とはいえ、その「お金たりない」状態、時間もお金も無駄になっている状態に、ほんの米粒程度だろうが、自分も拍車をかけてしまったのではないかと思う。大学で学ぶ意義、「モラトリアム」だ。現在は多少変わってきているとは思うが、私達が子供の頃から、「大学生は遊んでいるもの」という固定観念が大半の人々にあったのではないかと思う。私もその固定観念が抜けず、「やりたいことをやってやる」と言いながら、勉強・研究以上に他の活動・遊びにも精を出していたように思う。「お金無いにも関わらず」である。正直自分でも信じられない、とも思っている。もちろんその代償は、社会人になってからみっちりと払っている。永遠にカネがない人間の完成である。そんな私のことはさておき、ここまで私が遊びに熱を入れてしまったのは、他人のせいにする訳では無いが、周囲の友人と一緒につるむのが楽しかったからに他ならない。周囲との関係は大事に思いながらも、自分の置かれている状況には目をつむり、誰にも言わず人知れず生活が崩れ続けていた。現在の大学生を見ていても、いい意味でしっかり時間に余裕があり、その余裕で遊びもこなす姿が見られる。そういうわけにはいかない大学生も増えているが、やはり都会で目にするのは時間を持て余した大学生たちである。

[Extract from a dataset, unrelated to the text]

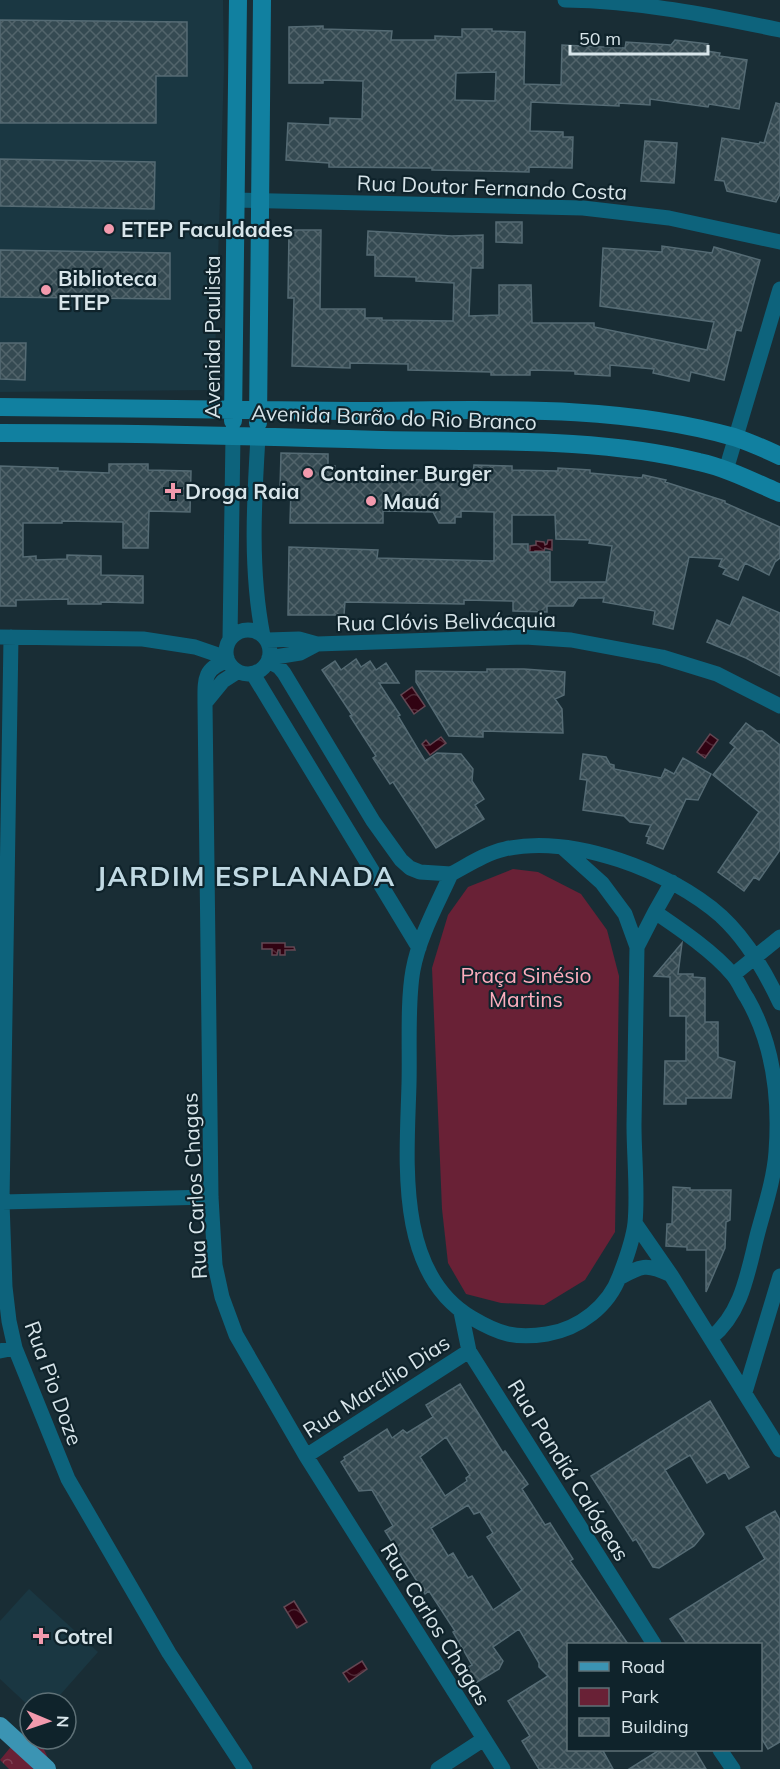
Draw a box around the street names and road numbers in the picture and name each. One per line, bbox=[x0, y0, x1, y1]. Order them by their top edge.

こうして、本来の大学の目的である、「研究」に対し、ほとんど貢献を残せないまま、また、手に入れた専門知識も直接は発揮できず、文系学部に居たにも関わらずSEとしてプログラミングやテストをやっている始末である。文系からSEになる人は、やはりそれなりにいるらしい。その全員が大学の専門性を活かしていないとは言い切れないが、どこまで活かしているのかは大いに疑問である。ここで敢えて下位と言ってしまうが、下位の大学・学部の中には、研究の参加する機会はなく、講義や授業への参加だけで卒業し、学位を取得できてしまうこともある。日本では当たり前だとは思うが、先人たちが起こしてきた大学の意義を考えると信じられないと思うのではないだろうか。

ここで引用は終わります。